Verse 18
This statement summarizes Paul’s point. In chapter 1 the apostle had spoken about the way God gives people over to their own evil desires as a form of punishment for their sins. This is how God hardens people’s hearts. In Pharaoh’s case we see this working out clearly. God was not unjust because He allowed the hardening process to continue. His justice demanded punishment. Similarly, a person may chose to drink poison or he may choose not to, but if he chooses to drink it, inevitable consequences will follow.
"Neither here nor anywhere else is God said to harden anyone who had not first hardened himself." [Note: Leon Morris, The Epistle to the Romans, p. 361.]
"God’s hardening, then, is an action that renders a person insensitive to God and his word and that, if not reversed, culminates in eternal damnation." [Note: Moo, p. 597.]
"God’s hardening does not, then, cause spiritual insensitivity to the things of God; it maintains people in the state of sin that already characterizes them." [Note: Ibid., p. 599. See also Dorian G. Coover Cox, "The Hardening of Pharaoh’s Heart in Its Literary and Cultural Contexts," Bibliotheca Sacra 163:651 (July-September 2006):292-311.]
". . . we say boldly, that a believer’s heart is not fully yielded to God until it accepts without question, and without demanding softening, this eighteenth verse." [Note: Newell, p. 369.]
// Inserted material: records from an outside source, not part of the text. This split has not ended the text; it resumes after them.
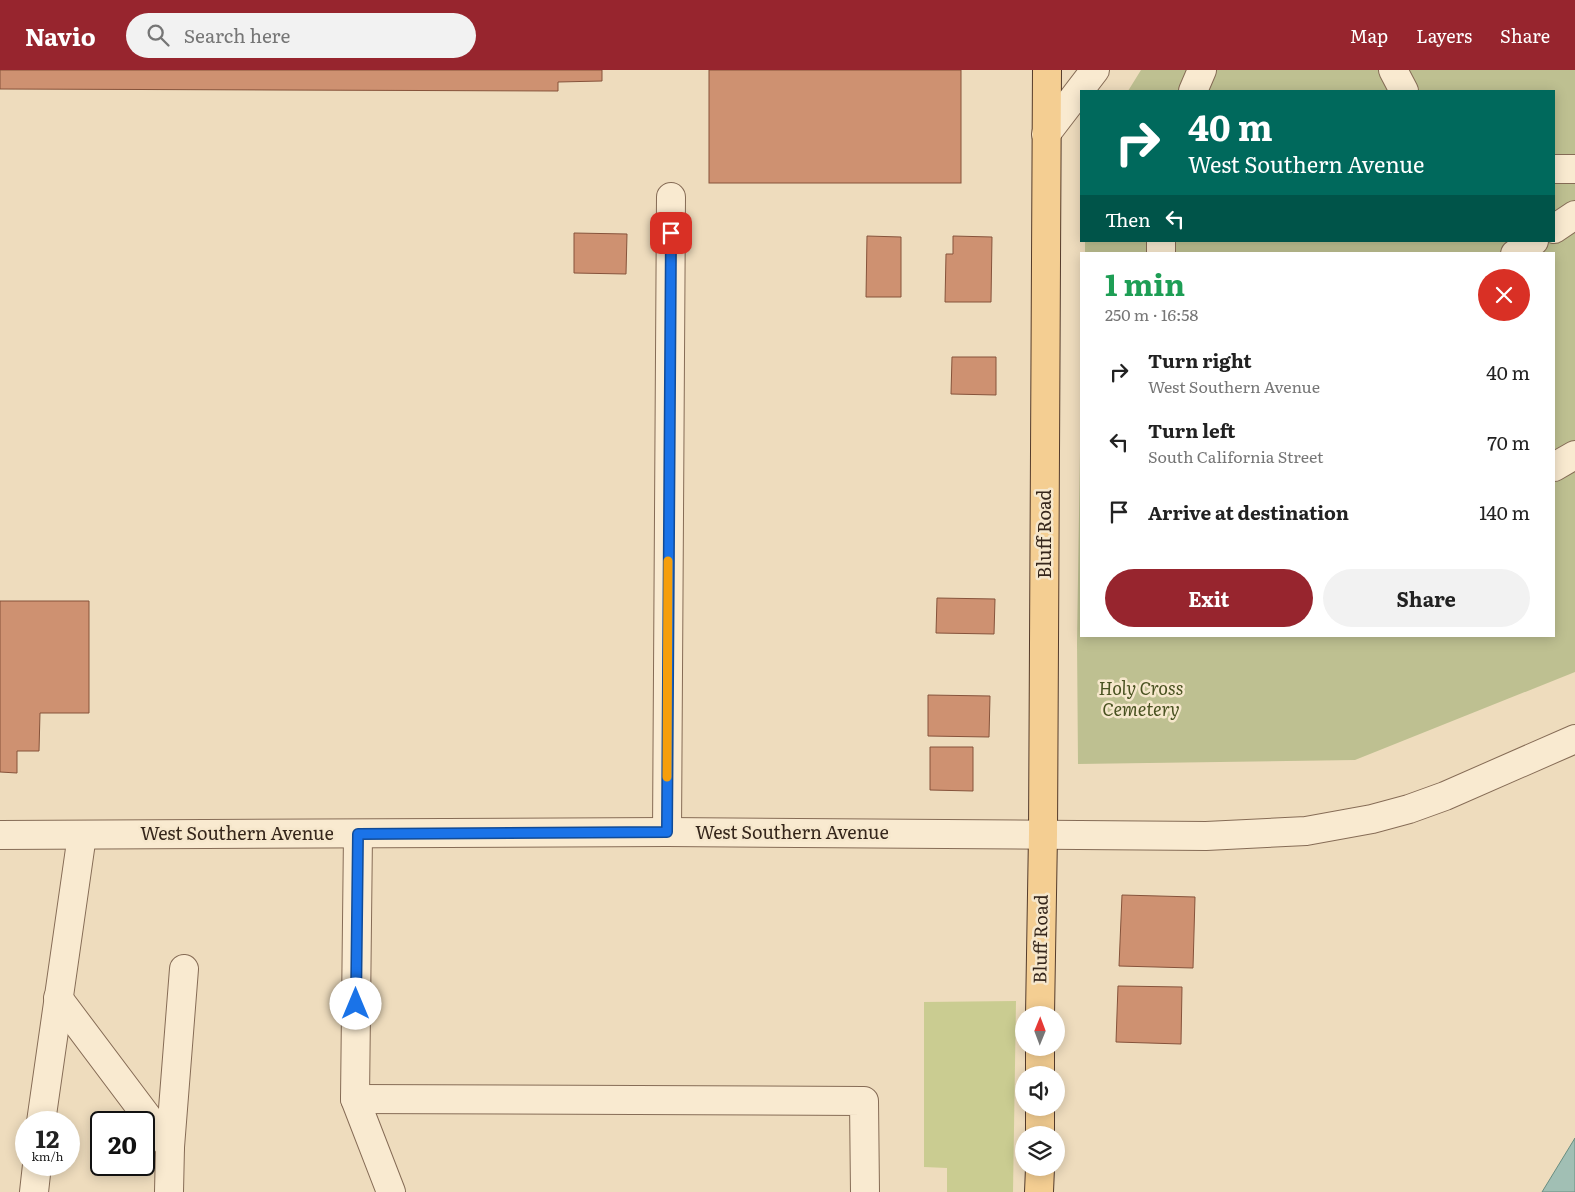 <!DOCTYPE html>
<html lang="en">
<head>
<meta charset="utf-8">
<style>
  body { margin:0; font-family:Literata,serif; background:#f2f2f2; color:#222; height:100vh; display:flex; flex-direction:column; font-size:19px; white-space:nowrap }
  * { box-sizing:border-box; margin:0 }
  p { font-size:16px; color:#767676 }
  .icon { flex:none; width:28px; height:28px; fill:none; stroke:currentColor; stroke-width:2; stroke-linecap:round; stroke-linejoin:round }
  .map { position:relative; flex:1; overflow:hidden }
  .details { position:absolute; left:1080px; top:182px; width:475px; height:385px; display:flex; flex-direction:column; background:#fff; border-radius:0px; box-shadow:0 2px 12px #0003 }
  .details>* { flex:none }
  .hud { position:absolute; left:1080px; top:20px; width:475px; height:152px; border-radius:0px; box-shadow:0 2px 12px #0003; background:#00695c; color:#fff; overflow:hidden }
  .needle { width:32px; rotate:1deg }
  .fabs { position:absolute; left:1015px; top:936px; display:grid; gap:10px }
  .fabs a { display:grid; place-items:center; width:50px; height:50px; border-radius:50%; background:#fff; box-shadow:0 2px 12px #0003; font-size:25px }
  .speed { position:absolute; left:15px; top:1041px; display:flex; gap:10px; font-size:25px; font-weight:700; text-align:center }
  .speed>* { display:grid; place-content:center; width:65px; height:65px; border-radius:50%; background:#fff; box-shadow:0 2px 12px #0003; line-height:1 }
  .speed small { font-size:12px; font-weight:400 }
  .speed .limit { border:2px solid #111; border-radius:8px; background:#fff; color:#111 }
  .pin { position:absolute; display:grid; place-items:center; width:42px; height:42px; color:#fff; margin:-21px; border-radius:10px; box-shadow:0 2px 8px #0006 }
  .me { position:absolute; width:55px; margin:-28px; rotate:0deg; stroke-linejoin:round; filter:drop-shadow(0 0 4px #0008) }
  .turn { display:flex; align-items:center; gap:18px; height:105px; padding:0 25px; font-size:22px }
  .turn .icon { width:65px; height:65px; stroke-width:2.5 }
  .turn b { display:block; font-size:35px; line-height:42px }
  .then { display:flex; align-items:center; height:48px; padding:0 25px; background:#0003; gap:10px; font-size:19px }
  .round { display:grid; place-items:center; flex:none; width:52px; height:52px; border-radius:26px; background:#f2f2f2 }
  .head { display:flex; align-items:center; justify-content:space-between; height:85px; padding:0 25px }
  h1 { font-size:30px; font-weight:700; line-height:38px; color:#1e9e55 }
  .primary-button { display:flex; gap:10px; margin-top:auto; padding:10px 25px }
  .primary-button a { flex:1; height:58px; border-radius:30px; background:#97252e; color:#fff; font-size:20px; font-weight:700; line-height:58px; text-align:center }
  .primary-button a+a { background:#f2f2f2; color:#222 }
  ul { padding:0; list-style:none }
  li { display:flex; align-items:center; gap:15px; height:70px; padding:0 25px }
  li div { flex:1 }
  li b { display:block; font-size:19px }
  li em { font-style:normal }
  header { display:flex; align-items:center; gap:30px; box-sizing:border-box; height:70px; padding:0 25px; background:#97252e; color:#fff }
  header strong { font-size:24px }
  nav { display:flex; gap:28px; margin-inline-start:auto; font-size:18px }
  .search { width:350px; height:45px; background:#f2f2f2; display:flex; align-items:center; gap:12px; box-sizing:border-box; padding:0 18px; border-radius:28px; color:#767676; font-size:19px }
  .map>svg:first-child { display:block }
  .green { fill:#cacc91 }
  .cemetery { fill:#bec091 }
  .water { fill:#a1bfb4; stroke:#688d81 }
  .building { fill:#ce9171; stroke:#86533b }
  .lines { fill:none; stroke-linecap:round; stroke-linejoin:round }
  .minor-casing { stroke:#866c56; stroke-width:30 }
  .major-casing { stroke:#543b2b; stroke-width:30 }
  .minor { stroke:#f9ead0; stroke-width:28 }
  .major { stroke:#f4ce92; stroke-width:28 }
  .route-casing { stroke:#114b97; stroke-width:12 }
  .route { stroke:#1a73e8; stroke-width:9 }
  .slow { stroke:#f59e0b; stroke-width:9 }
  .labels { text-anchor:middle; stroke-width:5; stroke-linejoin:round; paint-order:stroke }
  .street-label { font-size:18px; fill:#35261b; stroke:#f6e7cc }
  .park-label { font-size:18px; font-style:italic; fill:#495221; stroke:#f6e7cc }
</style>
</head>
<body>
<header>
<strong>Navio</strong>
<div class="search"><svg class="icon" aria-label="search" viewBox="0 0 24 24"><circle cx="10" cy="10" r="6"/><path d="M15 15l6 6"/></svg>Search here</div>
<nav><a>Map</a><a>Layers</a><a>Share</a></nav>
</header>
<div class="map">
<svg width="1575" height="1122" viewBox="0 0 1575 1122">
  <rect width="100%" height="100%" fill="#eedcbd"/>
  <polygon class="green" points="1016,931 1013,1122 947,1122 947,1098 924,1097 924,932"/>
  <polygon class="cemetery" points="1141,0 1575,0 1575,602 1355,690 1078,694 1077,573 1081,317 1081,566 1554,566 1554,184 1085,184 1085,171 1554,171 1554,21 1128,21"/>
  <polygon class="water" points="1575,1068 1575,1122 1542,1122"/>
  <g class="building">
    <polygon points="0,0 602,0 602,11 558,12 558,21 0,19"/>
    <rect x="709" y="0" width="252" height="113"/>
    <polygon points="574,163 627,164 626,204 574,203"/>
    <polygon points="867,166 901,167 901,227 866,227"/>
    <polygon points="953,166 992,167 991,232 945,232 946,184 953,184"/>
    <polygon points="952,287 996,287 996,325 951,324"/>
    <polygon points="937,528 995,529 994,564 936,563"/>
    <polygon points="0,531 89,531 89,643 40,643 39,681 17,681 17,703 0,702"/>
    <polygon points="928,625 990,626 989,667 928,666"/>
    <polygon points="930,677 973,677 973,721 930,720"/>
    <polygon points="1122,825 1195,827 1193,898 1119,896"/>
    <polygon points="1118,916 1182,917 1181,974 1116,972"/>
  </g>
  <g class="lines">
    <g class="minor-casing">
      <g id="minor">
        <polyline points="1393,0 1404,21"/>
        <polyline points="1193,21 1202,0"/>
        <polyline points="1046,64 1095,0"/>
        <polyline points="1554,99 1575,99"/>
        <polyline points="1554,159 1575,145"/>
        <polyline points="1161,171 1161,184"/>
        <polyline points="1515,184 1534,171"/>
        <polyline points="1554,397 1575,385"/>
        <polyline points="667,762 671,127"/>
        <polyline points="358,764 355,1029 391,1122"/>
        <polyline points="0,765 667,762 1206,766 1306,761 1372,749 1409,739 1445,726 1575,669"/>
        <polyline points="58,928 170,1077 169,1122"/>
        <polyline points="355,1029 864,1031 865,1122"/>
        <polyline points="41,1052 82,765"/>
        <polyline points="170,1077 184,899"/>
        <polyline points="34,1122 37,1095"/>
      </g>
    </g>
    <g class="major-casing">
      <g id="major">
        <polyline points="1040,945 1043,764 1047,0"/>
        <polyline points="1040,1005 1040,978"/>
        <polyline points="1040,1065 1040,1038"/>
        <polyline points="1039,1122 1040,1098"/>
      </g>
    </g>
    <use href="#minor" class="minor"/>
    <use href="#major" class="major"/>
  </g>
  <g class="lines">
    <g class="route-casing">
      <polyline id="route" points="356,934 358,764 667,762 671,163"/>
    </g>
    <use href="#route" class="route"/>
    <polyline class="slow" points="667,707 668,491"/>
  </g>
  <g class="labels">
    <g class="street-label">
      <text transform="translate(1045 464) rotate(-90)" y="6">Bluff Road</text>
      <text x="792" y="769">West Southern Avenue</text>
      <text x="237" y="770">West Southern Avenue</text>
      <text transform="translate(1041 869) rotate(-89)" y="6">Bluff Road</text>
    </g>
    <g class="park-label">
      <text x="1141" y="625">Holy Cross<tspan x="1141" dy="21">Cemetery</tspan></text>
    </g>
  </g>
</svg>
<div class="fabs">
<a><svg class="needle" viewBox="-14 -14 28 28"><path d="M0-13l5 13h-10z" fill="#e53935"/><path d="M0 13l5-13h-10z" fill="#767676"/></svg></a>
<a><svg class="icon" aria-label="sound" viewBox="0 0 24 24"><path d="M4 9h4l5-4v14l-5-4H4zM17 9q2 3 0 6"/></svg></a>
<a><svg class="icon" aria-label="layers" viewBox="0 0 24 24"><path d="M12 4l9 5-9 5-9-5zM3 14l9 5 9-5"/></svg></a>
</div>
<div class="speed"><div>12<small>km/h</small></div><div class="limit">20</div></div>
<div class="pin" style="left:671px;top:163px;background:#d93025"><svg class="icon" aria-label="arrive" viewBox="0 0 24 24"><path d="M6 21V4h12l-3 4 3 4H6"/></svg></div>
<svg class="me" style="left:356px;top:934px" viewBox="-20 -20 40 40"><circle r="19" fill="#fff"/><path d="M0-13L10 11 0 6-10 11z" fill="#1a73e8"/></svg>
<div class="hud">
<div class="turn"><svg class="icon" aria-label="right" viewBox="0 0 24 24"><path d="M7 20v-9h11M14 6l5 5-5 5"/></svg><div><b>40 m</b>West Southern Avenue</div></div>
<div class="then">Then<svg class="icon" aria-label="left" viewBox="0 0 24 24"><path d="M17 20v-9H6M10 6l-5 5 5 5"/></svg></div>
</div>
<section class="details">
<div class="head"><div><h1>1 min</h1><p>250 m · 16:58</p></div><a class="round" style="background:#d93025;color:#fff"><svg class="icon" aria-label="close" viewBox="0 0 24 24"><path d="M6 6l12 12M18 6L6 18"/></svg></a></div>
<ul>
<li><svg class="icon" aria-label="right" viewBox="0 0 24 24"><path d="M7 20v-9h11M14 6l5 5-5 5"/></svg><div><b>Turn right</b><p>West Southern Avenue</p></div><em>40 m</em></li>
<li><svg class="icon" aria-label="left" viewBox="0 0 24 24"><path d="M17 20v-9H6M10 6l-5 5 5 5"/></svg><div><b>Turn left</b><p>South California Street</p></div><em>70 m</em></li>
<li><svg class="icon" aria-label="arrive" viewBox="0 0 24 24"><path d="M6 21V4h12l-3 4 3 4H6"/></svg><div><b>Arrive at destination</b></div><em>140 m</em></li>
</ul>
<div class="primary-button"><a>Exit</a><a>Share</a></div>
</section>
</div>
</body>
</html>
Paul did not mention the fact that Pharaoh hardened his own heart, which Moses stated in Exodus. Paul’s point was simply that God can freely and justly extend mercy or not extend mercy to those who deserve His judgment.
"The reconciliation of God’s sovereignty and man’s responsibility is beyond our power. The Bible states and emphasizes both, and then leaves them. We shall be wise if we do the same." [Note: Griffith Thomas, St. Paul’s Epistle . . ., p. 257. Cf. p. 266.]